November 28, 2025 | Alumni
Second Giller Prize awarded to U of T alum Souvankham Thammavongsa
U of T alum Souvankham Thammavongsa celebrates her second Giller Prize win for her debut novel Pick a Colour at the awards ceremony in Toronto on November 17. Photo credit: Ryan Emberley Photography.
Souvankham Thammavongsa (BA 2003 NEW), a University of Toronto alum and celebrated Canadian author, has won the Giller Prize for the second time in five years, this time in recognition of her debut novel, Pick a Colour.
The Giller Prize awards $100,000 annually to the author of the best Canadian novel, graphic novel or short story collection published in English.

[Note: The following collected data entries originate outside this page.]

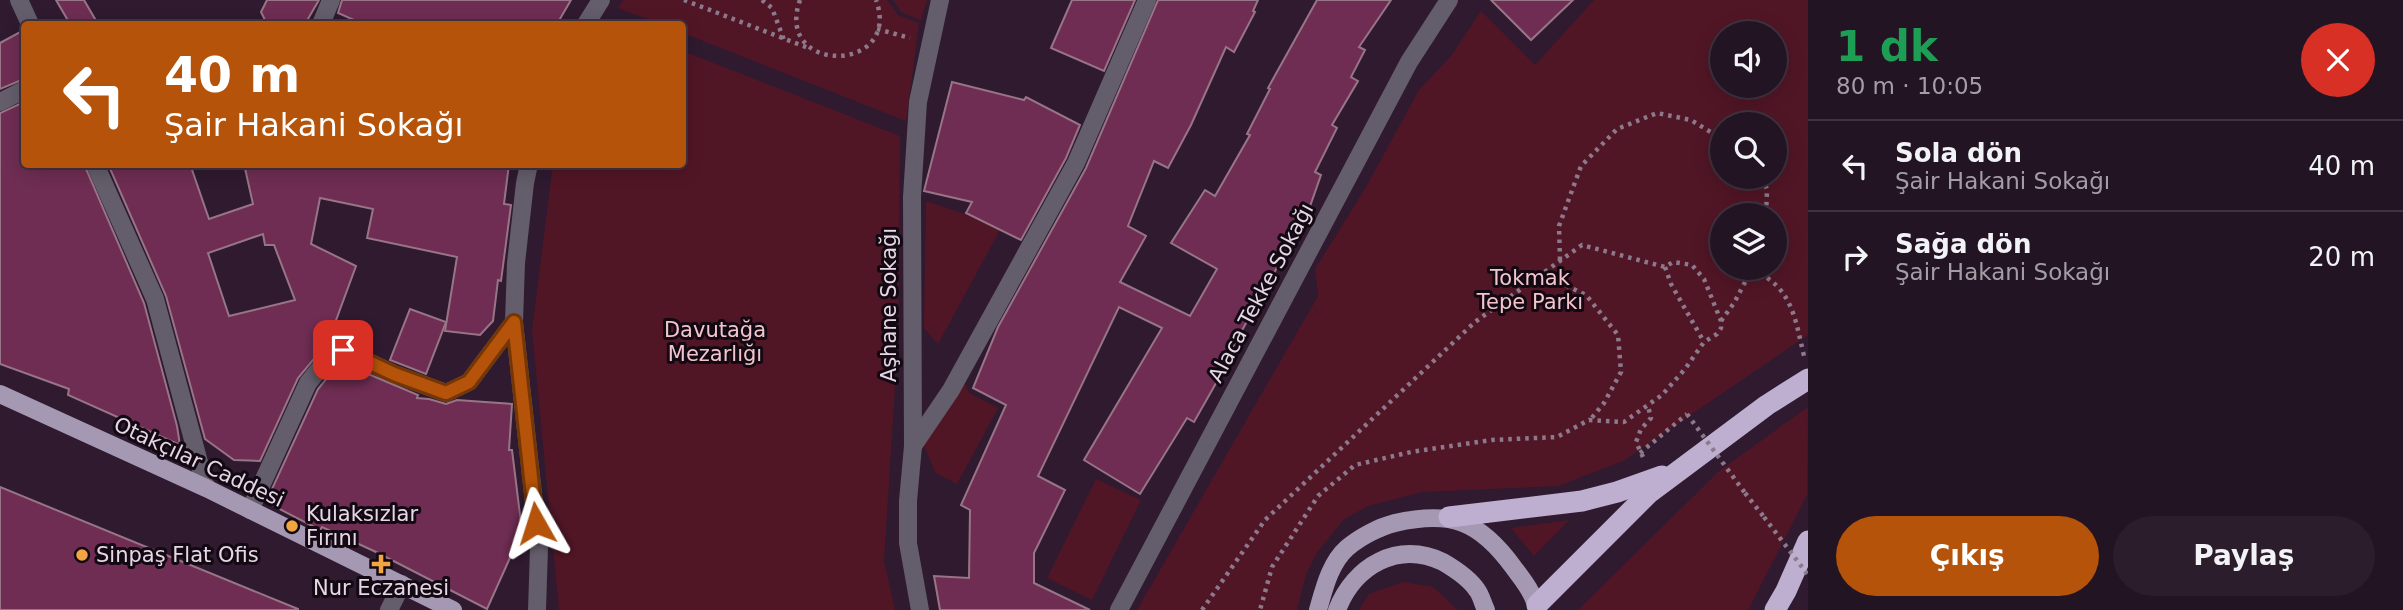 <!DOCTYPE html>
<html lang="tr">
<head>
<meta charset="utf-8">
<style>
	:root { --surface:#231423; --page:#2b1d2b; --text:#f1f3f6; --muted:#a39ea6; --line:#403341; --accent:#b45309 }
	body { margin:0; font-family:"DejaVu Sans",sans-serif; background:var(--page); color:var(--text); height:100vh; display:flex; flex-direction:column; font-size:26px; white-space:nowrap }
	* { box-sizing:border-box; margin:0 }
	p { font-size:23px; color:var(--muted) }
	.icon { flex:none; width:38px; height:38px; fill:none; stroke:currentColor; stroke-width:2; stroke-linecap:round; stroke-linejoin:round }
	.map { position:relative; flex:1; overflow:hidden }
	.sheet { display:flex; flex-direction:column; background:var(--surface); width:595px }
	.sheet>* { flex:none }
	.banner { position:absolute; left:21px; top:21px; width:665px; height:147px; border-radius:7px; box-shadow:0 4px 18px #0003,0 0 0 2px var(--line); background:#b45309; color:#fff; overflow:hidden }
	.fabs { position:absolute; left:1710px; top:21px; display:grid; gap:14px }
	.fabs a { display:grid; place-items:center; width:77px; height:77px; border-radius:50%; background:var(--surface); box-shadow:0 4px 18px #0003,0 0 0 2px var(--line); font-size:35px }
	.pin { position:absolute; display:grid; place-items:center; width:60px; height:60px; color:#fff; margin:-30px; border-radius:14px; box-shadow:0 4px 10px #0006 }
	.me { position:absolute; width:77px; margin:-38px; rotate:354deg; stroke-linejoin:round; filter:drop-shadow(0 0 5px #0008) }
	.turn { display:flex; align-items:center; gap:24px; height:147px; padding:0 28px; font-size:32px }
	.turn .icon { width:91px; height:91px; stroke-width:2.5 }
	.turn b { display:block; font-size:49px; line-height:60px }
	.round { display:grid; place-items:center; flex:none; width:74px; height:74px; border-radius:37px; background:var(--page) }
	.summary { display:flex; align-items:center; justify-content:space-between; height:119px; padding:0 28px }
	h1 { font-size:42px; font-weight:600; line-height:52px; color:#1e9e55 }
	.primary-button { display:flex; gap:14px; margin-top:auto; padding:14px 28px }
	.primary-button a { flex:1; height:80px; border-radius:42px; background:var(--accent); color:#fff; font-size:28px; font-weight:600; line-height:80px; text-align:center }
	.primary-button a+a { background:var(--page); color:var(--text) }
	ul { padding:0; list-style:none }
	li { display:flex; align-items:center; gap:21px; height:91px; padding:0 28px; border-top:2px solid var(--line) }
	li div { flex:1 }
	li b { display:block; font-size:26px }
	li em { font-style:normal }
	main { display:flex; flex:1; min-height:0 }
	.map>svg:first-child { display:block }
	.green { fill:#511626; fill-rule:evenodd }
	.building { fill:#6f2d53; stroke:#987586; stroke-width:2; fill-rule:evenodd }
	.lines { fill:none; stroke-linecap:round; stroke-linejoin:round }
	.path { stroke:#8c7a8c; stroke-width:4.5; stroke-dasharray:3.5 5; stroke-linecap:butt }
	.minor { stroke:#645d6b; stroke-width:18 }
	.major { stroke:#a598b3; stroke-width:18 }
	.highway { stroke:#beafd0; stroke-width:21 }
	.path-bridge { stroke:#8c7a8c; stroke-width:4.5; stroke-dasharray:3.5 5; stroke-linecap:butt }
	.route-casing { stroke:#753606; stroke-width:18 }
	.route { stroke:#b45309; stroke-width:12 }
	.poi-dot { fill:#f2a541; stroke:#120912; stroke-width:2.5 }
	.labels { text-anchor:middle; stroke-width:6; stroke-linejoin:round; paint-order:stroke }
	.park-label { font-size:21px; fill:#f3c4cc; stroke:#120912 }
	.street-label { font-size:21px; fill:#e6d7e6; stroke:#120912 }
	.poi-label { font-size:21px; fill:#e6d7e6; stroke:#120912; text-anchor:start }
</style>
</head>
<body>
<main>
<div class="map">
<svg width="1808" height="610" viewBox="0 0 1808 610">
	<rect width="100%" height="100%" fill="#2f1a2f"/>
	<g class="green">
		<polygon points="623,0 887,0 898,15 919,23 906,121 683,33 682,24 661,24 618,8"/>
		<polygon points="893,0 927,0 921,20 901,12"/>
		<path d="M1594 0H1808V335L1623 461 1558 486 1422 492 1368 506 1343 520 1316 554 1306 574 1297 610H1137L1318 296 1315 269 1366 187 1419 90 1451 56 1481 11 1535 65ZM1722 33H1774V86H1722ZM1774 124V177H1722V124ZM1774 215V268H1722V215Z"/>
		<polygon points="683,51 900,136 898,339 884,561 895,610 559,610 532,330 553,165 682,164"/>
		<polygon points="926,201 1002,226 938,344 924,328"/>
		<polygon points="965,383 969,393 998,408 957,484 936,473 922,442"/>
		<polygon points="1808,407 1807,495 1748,610 1578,610 1719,471"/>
		<polygon points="1096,479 1141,500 1092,600 1047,578"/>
		<polygon points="1569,520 1534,556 1511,528"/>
		<polygon points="1403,582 1433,587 1458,610 1359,610 1369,594"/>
	</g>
	<g class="building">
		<polygon points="56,0 84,0 98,24 70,24"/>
		<polygon points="267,0 319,0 305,24 267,24 261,12"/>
		<polygon points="342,0 571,0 557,24 363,24 338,13"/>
		<polygon points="1072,0 1135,0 1104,71 1051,48"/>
		<polygon points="1158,0 1258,0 1253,11 1255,12 1234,52 1226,47 1191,125 1168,168 1154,161 1128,226 1146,236 1120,282 1190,316 1217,269 1171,243 1205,190 1215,196 1250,135 1247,134 1270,89 1268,88 1317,0 1391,0 1359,47 1365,50 1351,77 1358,81 1332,125 1337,128 1315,172 1321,175 1308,212 1221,368 1224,369 1194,422 1187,418 1140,494 1084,460 1162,328 1119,307 1038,476 1065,490 1034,553 1034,583 1090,610 940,610 934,576 969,578 970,510 961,505 1006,405 973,388 998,327 1086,168"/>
		<polygon points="1491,0 1573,0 1531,40"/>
		<polygon points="22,31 24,34 24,79 0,89 0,43"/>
		<polygon points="952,82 1024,100 1026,97 1080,125 1066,158 1021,240 966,213 972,202 924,191"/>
		<polygon points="24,102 24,164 84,164 144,303 177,426 180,445 68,395 69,389 0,364 0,113"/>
		<path d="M108 164H190L209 219 253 204 244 164H509L504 204 511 205 501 281 498 280 493 321 480 335 445 331 457 257 367 238 373 209 320 198 311 244 356 266 328 342 298 378 260 461 234 460 205 439 166 296ZM263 234 265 245H274L295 300 229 316 208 253Z"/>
		<polygon points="410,309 446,322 426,374 390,360"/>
		<polygon points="340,362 418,395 417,398 429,399 446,404 457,400 512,404 509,450 512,450 522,531 487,609 376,552 322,527 320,530 266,502 318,389"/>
		<polygon points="0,487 298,609 298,610 0,610"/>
	</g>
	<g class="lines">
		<g class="path">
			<polyline points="684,0 811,49"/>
			<polyline points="762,0 772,8 784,40"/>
			<path d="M800 0C773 75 903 74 876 0"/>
			<polyline points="877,29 910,38"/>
			<polyline points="1763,177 1767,190 1766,215"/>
			<polyline points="1560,260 1559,226 1581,166 1617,129 1657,113 1691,120 1722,139"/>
			<polyline points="1665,267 1671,284 1704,342"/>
			<path d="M1752 270C1792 286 1795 318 1804 356"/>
			<polyline points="1543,274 1586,295 1618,335 1621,372 1604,403 1590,420"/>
			<polyline points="1721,321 1734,303 1752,269"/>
			<polyline points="1640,453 1687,414"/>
			<polyline points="1643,457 1636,442 1641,429 1651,418 1648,406"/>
			<polyline points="1745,493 1764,517"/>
			<polyline points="1202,610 1265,520 1475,322 1582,245 1665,267 1673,262 1692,265 1704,279 1721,321 1721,328 1717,334 1704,342 1685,369 1662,395 1624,422 1589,420 1557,437 1492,440 1411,452 1355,465 1318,496 1272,567 1260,610"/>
		</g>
		<g class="minor">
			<polyline points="19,0 30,24"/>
			<polyline points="321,24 331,0"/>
			<polyline points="586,24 601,0"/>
			<polyline points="0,102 24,90"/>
			<polyline points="95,164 155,299 206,488"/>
			<polyline points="529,164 525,183 516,263 514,322 539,548 537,610"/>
			<polyline points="913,446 951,390 1076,163 1147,0"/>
			<polyline points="250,510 308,383 334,351 343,350 394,374 446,393 469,382 514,322"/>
			<polyline points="389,610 402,584"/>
			<polyline points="920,610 908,543 908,501 913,446 912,197 918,102 940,0"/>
			<polyline points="1119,610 1409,62 1449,0"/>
		</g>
		<g class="major">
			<polyline points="0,394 206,488 453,610"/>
			<path d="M1318 610C1324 589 1330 563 1347 548 1360 537 1379 527 1395 523 1452 510 1480 521 1514 568 1523 580 1535 595 1537 610"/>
			<path d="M1337 610C1354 566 1398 540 1443 562 1455 569 1469 578 1477 590 1481 595 1483 604 1486 610"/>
		</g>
		<g class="highway">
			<polyline points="1449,517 1582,501 1617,492 1662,476"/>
			<polyline points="1537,605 1649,493 1767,405 1808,379"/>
			<polyline points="1775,610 1786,591 1808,541"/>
		</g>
		<g class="path-bridge">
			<polyline points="1687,414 1745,493"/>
			<polyline points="1764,517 1808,575"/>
		</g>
	</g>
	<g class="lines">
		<g class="route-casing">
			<polyline id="route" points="343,350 394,374 446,393 469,382 514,322 536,523"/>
		</g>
		<use href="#route" class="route"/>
	</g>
	<g class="poi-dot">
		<circle cx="292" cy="526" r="7"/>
		<circle cx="82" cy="555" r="7"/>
		<path d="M377.5 553.5h7v7h7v7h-7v7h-7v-7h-7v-7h7z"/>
	</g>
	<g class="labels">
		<g class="park-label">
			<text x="1530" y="285">Tokmak<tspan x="1530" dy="24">Tepe Parkı</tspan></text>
			<text x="715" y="337">Davutağa<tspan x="715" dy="24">Mezarlığı</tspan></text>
		</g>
		<g class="street-label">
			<text transform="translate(1261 293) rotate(-62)" y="7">Alaca Tekke Sokağı</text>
			<text transform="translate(889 305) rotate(-90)" y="7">Aşhane Sokağı</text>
			<text transform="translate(199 462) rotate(25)" y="7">Otakçılar Caddesi</text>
		</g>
		<g class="poi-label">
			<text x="306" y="521">Kulaksızlar<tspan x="306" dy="24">Fırını</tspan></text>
			<text x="96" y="562">Sinpaş Flat Ofis</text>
			<text x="381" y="595" text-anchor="middle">Nur Eczanesi</text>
		</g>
	</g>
</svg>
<div class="fabs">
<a><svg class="icon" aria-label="sound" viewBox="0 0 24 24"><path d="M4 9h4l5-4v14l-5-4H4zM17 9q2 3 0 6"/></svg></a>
<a><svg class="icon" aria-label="search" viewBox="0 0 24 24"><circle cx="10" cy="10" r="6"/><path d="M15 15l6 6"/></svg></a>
<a><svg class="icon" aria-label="layers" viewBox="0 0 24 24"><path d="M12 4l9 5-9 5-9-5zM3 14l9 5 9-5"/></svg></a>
</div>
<div class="pin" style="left:343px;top:350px;background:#d93025"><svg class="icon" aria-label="arrive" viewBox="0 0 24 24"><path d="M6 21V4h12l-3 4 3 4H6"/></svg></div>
<svg class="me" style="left:536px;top:523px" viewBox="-20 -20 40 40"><path d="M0-17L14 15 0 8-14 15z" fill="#b45309" stroke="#fff" stroke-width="4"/></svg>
<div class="banner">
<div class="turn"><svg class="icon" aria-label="left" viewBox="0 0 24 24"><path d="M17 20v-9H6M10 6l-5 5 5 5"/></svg><div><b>40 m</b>Şair Hakani Sokağı</div></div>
</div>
</div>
<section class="sheet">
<div class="summary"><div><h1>1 dk</h1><p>80 m · 10:05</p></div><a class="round" style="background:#d93025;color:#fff"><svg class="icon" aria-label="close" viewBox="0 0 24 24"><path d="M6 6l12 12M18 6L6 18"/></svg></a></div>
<ul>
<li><svg class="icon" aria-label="left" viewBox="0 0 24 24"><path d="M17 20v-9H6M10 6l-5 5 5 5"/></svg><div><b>Sola dön</b><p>Şair Hakani Sokağı</p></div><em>40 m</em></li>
<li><svg class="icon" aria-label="right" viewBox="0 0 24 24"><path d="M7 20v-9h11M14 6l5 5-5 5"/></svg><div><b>Sağa dön</b><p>Şair Hakani Sokağı</p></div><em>20 m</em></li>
</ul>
<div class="primary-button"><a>Çıkış</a><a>Paylaş</a></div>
</section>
</main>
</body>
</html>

Inspired by lived experience
Pick a Colour is a revelatory novel about love, labour and class. The story centres on Ning, a retired boxer turned nail salon owner, toiling away for privileged clients who don’t even know her real name. Inspired by Thammavongsa’s lived experience as a refugee and racialized woman growing up in Canada, she tackles stereotypes about immigrant workers.
“Thammavongsa challenges our biases and insists that we never look at a nail salon, or its workers, the same way again,” jurors wrote about the winning book “A master of form and restraint, Thammavongsa once again affirms her place as one of the most vital literary voices of our time.”
Standing among great U of T alumni authors
“When I was a kid, I didn't know how to become a writer,” Thammavongsa said in her acceptance speech in Toronto on November 17. “My mom and dad are not writers. I printed and bound my own books, sold them out of my school knapsack, on front lawns, at farmers’ markets and at small press fairs. Thank you to anyone who has ever bought a book that I made.”
Born in a refugee camp in Thailand and raised in Toronto, Thammavongsa’s short story collection How to Pronounce Knife, won the Giller in 2020.
With this win, Thammavongsa becomes the fourth author to win the literary award twice. Other U of T alumni and faculty who have won include Margaret Atwood, Ian Williams, Elizabeth Hay and Michael Ondaatje.